Free CRAZY Essay Sample
Dear Professor, I can’t believe you didn’t screen the film C.R.A.Z.Y which revolves around the second youngest son in a family of five sons who struggles to come to terms with his sexual identity and a desire to be normal as his tumble brothers. Zachary born on 25th of December 1960 feels disconnected to his brothers who appear to be different from each other in character. The story revolves around a family disintegrated by family indifference that forms the background of Quebec films. To his mother, Zachary was like a miracle son touched by God since he shares the same birth day as Jesus Christ. Despite her mothers pride about this day, Zac has always hated the idea. His father on the other hand, to his father, he is a young man who more than anything should develop to be a man and not a sissy. As the boy grows into an adult, he finds it hard to live up to the ideas of mother or father.
The film C.R.A.Z.Y directed by Jean Marc Vallee explores around an object that is most important. His point is organized in a way that it encompasses an important whole. His themes incorporate structural coherence that exhibited in Quebec’s culture. He focuses on religion as a product of historical forces and the result of power games. Through religion, the movie expresses the legitimate offspring and the church and holy mother. The film C.R.A.Z.Y enlists religious beliefs and how it affects a country’s population that begins at the family level. The end of the films portrays the end of a period that is also elicited in Marshall’s approach to Quebec national cinema. In the book Quebec National Cinema, Marshall assumes the existence of particularity. His reflexive book focuses on problems and the conceptualization of particulars based on nationhood. He expresses his sympathy to Quebec’s nationhood based on hegemonic potential. Like the movie C.R.A.Z.Y, Quebec cinema talks about authentic issues from the local cultural perspective to provide the funding structures, cultural industries and neo-colonizing forces.
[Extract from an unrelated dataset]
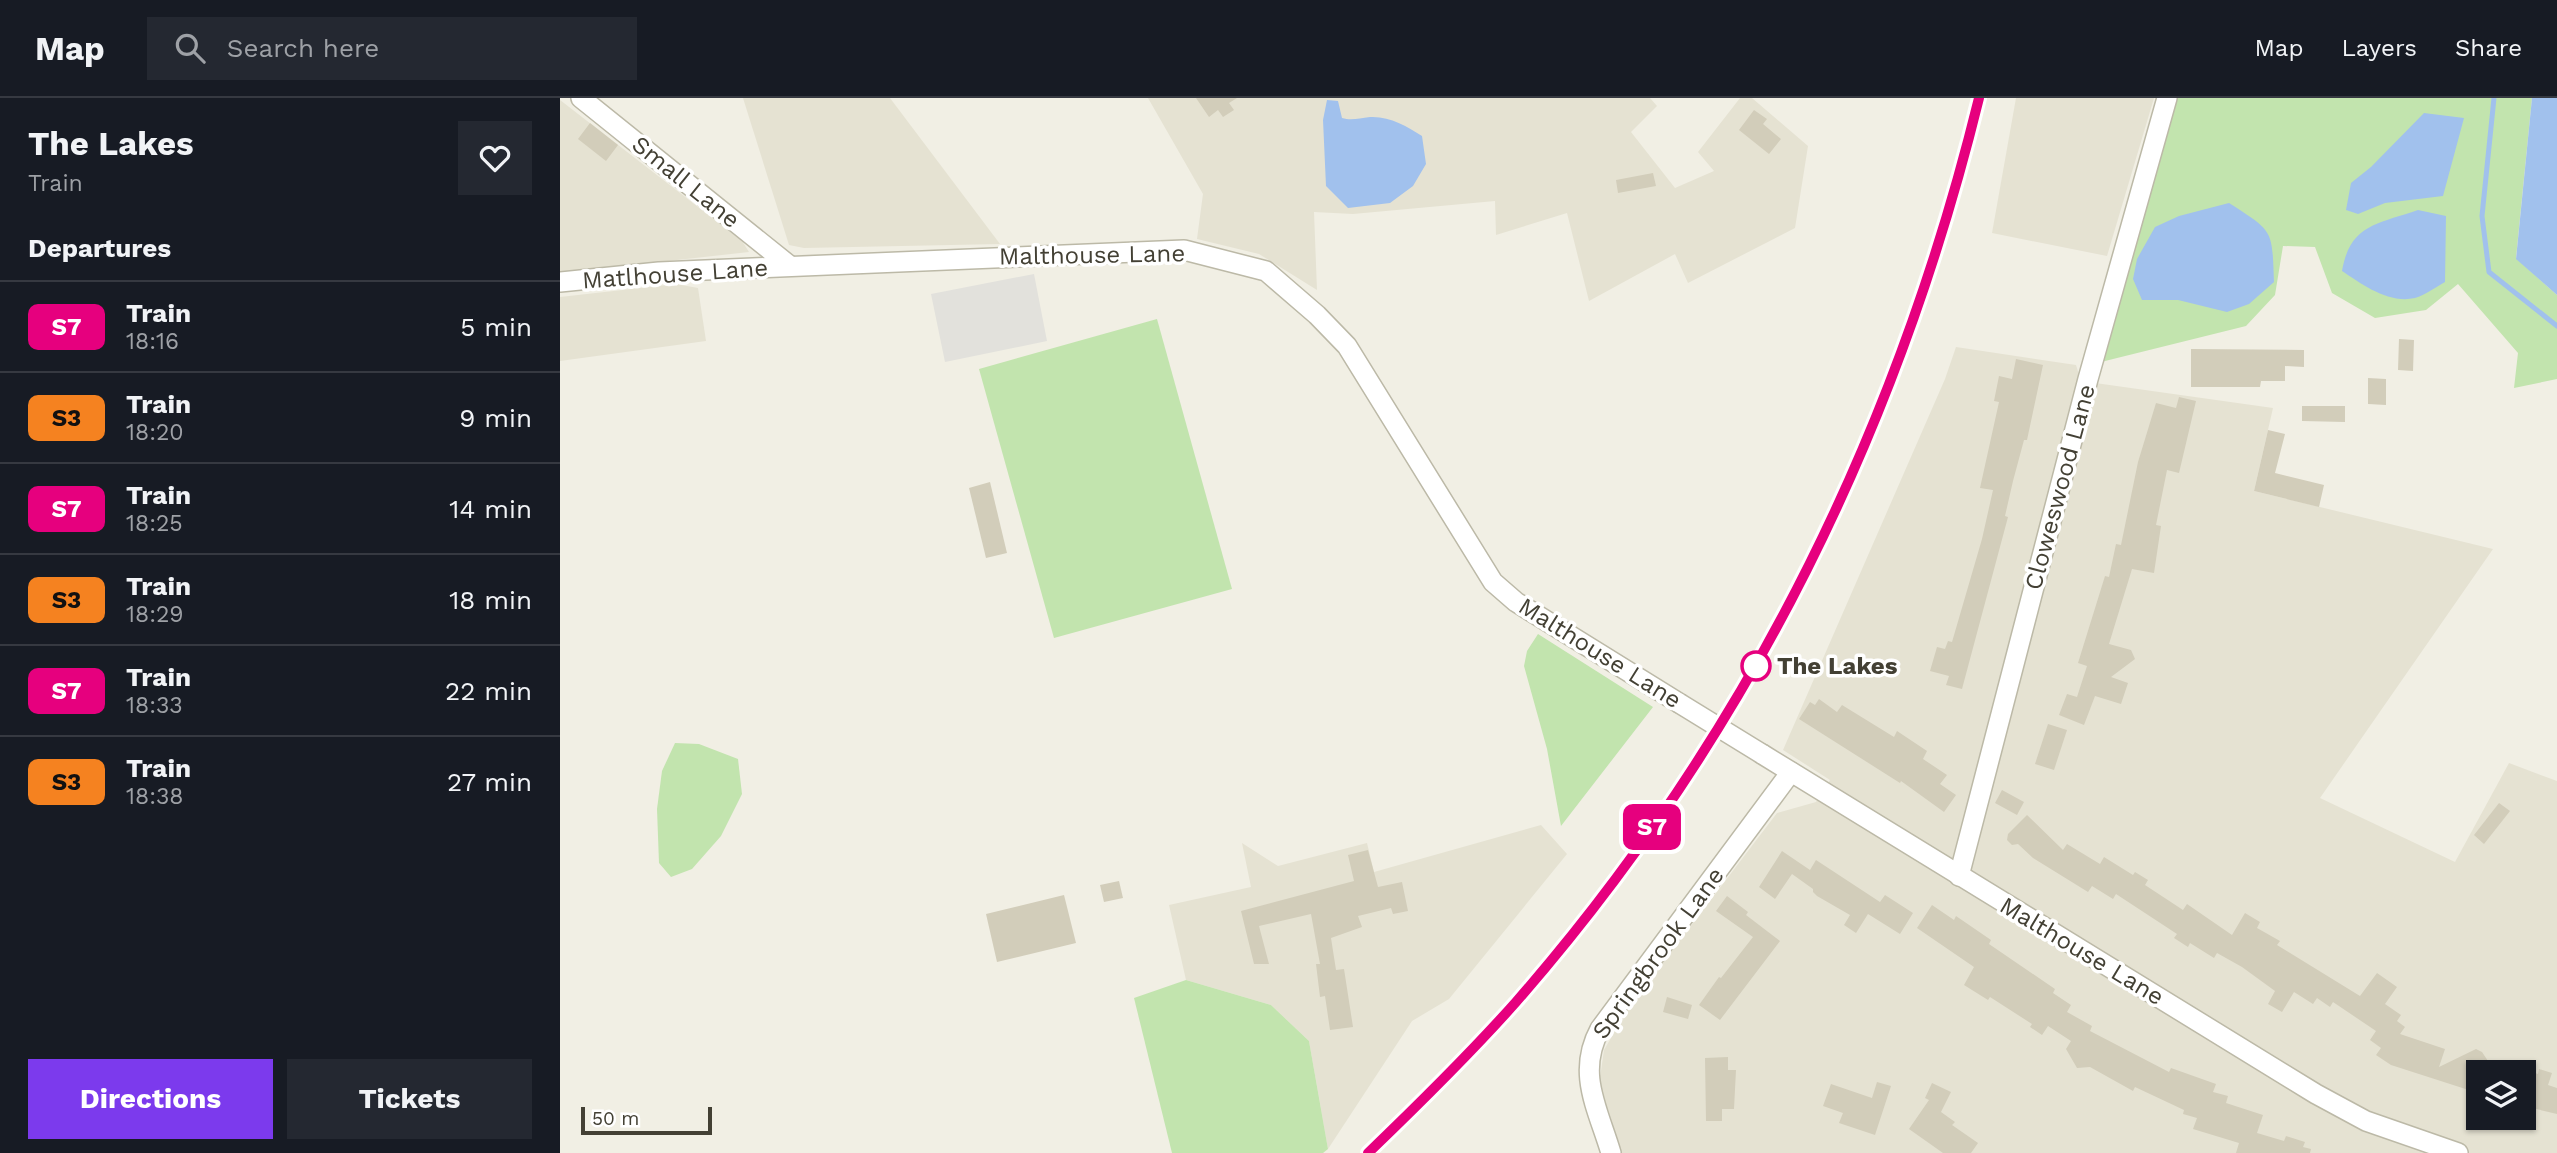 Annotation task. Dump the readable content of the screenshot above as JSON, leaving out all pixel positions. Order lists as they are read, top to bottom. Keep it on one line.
{"streets":{"street":["Small Lane","Malthouse Lane","Matlhouse Lane","Cloweswood Lane","Springbrook Lane"]},"crossings":[["Small Lane","Malthouse Lane"],["Small Lane","Matlhouse Lane"],["Malthouse Lane","Matlhouse Lane"],["Malthouse Lane","Cloweswood Lane"],["Malthouse Lane","Springbrook Lane"]],"places":["The Lakes"],"scale_bar":"50 m","page":{"header":"Map","search":"Search here","nav":["Map","Layers","Share"],"heading":[["The Lakes","Train"],"Departures"],"on_map":"S7","list":[{"mark":"S7","name":"Train","note":"18:16","value":"5 min"},{"mark":"S3","name":"Train","note":"18:20","value":"9 min"},{"mark":"S7","name":"Train","note":"18:25","value":"14 min"},{"mark":"S3","name":"Train","note":"18:29","value":"18 min"},{"mark":"S7","name":"Train","note":"18:33","value":"22 min"},{"mark":"S3","name":"Train","note":"18:38","value":"27 min"}],"buttons":["Directions","Tickets"],"scale":"50 m"}}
This French-Canadian film highlights different genres such as dysfunctional family and gay issues thus portraying how a nation should look like and its national identities. We realize that at birth, Zac was dropped on his head and survived the fall. His mother therefore thinks that he posses healing powers. She bases her belief in the fact that Zac as Jesus Christ, were born on 25th of December. Religious belief is key factor that identifies a nation. He develops a special relationship with his father whom they always spend time together while driving in a car together listening to blaring music. In his later years, his father begins to think that he is turning out to be soft.
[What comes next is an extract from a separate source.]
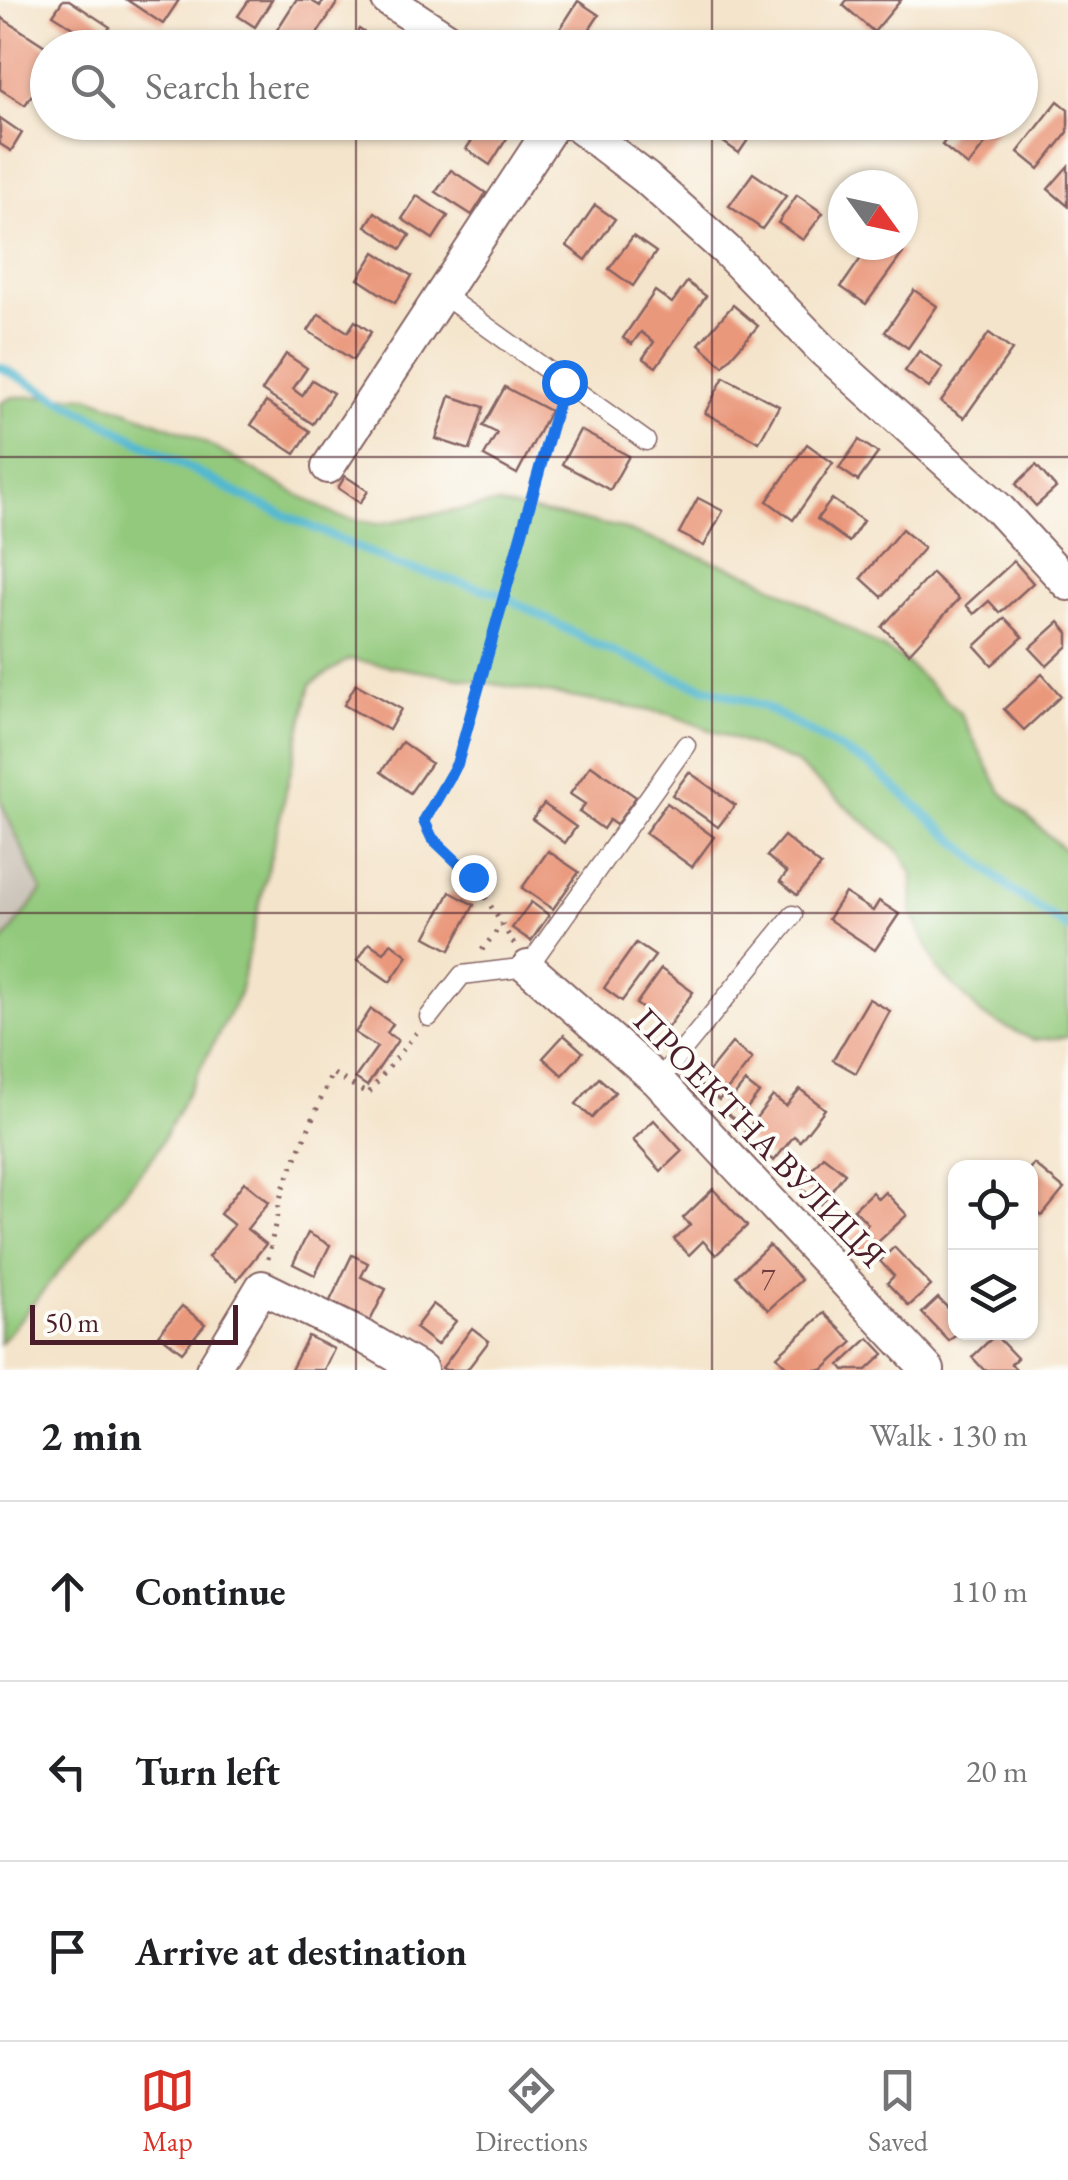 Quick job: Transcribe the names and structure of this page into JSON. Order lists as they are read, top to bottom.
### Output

The family seems broken apart because everybody acts differently. After breaking his Dad’s record collection, Zachary tries to win his love back amid the ambivalent relationship he has with his tattooed brother. The father son relationship is similar to that people wince over when their presence is felt. This encompasses the debate in the Canadian culture. We see in the film that Zachary’s dad often insisted on singing at every family function and further insists on being idealized by his sons.
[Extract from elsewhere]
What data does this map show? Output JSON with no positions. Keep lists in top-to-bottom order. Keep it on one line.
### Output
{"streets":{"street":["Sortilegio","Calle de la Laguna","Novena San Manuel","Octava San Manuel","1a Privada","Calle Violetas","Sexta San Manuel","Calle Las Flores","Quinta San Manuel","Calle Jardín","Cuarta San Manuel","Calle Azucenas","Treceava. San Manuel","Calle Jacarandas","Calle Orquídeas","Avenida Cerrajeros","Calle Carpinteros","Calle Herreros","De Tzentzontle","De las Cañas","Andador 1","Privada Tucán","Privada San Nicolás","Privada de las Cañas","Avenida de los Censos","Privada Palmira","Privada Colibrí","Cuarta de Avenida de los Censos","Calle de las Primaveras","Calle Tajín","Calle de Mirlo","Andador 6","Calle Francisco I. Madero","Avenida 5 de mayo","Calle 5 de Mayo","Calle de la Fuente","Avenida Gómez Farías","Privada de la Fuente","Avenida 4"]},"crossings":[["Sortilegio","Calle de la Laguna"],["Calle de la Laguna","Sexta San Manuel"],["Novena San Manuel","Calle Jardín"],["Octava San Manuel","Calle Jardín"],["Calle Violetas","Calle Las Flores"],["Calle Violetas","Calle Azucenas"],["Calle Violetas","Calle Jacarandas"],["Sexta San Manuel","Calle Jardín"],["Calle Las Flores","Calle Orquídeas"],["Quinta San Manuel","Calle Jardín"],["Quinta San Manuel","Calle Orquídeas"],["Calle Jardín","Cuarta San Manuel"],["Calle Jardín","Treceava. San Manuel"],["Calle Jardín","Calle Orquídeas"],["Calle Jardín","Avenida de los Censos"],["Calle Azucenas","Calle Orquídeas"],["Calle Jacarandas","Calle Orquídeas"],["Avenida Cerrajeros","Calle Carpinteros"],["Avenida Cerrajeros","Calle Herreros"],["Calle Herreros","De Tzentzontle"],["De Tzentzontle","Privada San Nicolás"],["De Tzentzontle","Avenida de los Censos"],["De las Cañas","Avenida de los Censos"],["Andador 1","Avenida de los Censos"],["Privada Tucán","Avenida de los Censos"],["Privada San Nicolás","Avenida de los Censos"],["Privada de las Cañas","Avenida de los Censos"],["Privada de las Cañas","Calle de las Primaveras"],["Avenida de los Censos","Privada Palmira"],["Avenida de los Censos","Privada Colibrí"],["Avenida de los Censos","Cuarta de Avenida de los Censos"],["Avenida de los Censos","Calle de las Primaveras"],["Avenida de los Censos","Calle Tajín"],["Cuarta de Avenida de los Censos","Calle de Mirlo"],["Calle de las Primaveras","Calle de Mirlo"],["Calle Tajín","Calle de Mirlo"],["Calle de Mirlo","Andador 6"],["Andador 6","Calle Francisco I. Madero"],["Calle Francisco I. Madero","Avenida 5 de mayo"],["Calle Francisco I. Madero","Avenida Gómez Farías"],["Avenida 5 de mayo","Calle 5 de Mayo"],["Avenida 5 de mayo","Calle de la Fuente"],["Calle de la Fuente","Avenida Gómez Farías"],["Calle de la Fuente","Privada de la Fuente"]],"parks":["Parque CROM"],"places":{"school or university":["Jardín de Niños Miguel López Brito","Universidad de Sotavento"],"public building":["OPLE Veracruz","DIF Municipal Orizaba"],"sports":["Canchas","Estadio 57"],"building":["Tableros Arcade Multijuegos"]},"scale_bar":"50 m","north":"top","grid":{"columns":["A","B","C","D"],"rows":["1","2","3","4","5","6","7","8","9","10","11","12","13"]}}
Multiculturalism in Canadian cinema is depicted by the fact that the film C.R.A.Z.Y encompasses two decades of the 70s and 80s through the use of music from a ray of singers. Zac is depicted to fantasize about levitating in church and sympathizing with the devil. The change through decades is also depicted by Zachary’s various hair styles and cloth transformations. As a teenager, the film depicts much stuff that young people can relate to. Such things involve agonizing about attraction another man, being in love with one’s cousin and sneaking to smoke cigarettes.
Unlike the English cinema, Marshal historically and theoretically gives account of Quebec cinema as producing and envisioning the nation. Through this, he is able to identify elements of faultiness in the cinema. These elements include time, space, identity and recognition. The writer’s master problematic approach is informed by the concept of imagined community and conversations of personal identity. Marshal outlines a variety of factors that influence film production, reception and articulation of cultural identity.
The film asks about the kind of identity articulated by the people of Quebec in their film. This is done through Zac’s search of identity as a homosexual. He is torn between wanting to make his father see him as a man and not a sissy. The book Quebec National Cinema by Marshal, explains the problems faced by Quebec’s national cinema. He also highlights the following paradigms such as post-modernity, modernity, heterogeneity, auterism and realism as affecting the national cinema.
In his modernity and post-modernity chapter and in trying to create a connection of one’s individual to history, Marshal indicates that as from 80’s the cinema in Quebec became less concerned with a nation’s self determination. All the concentration was directed toward the family as the starting point of a nation’s well being. He observes cultural and global flows in communication. Modernity and post-modernity are articulated in four different variations i.e. the city, diagnostic, memory and pastiche. In Quebec’s cinema, nuclear family and homosexuality have been used to express national tension. And thus Marshall provides a comprehensive analysis of cultural and historical phenomenon to support his explanation of Quebec cinema. The cinema not only provides the basis of reference and methodology, but also provides an appetite for further research.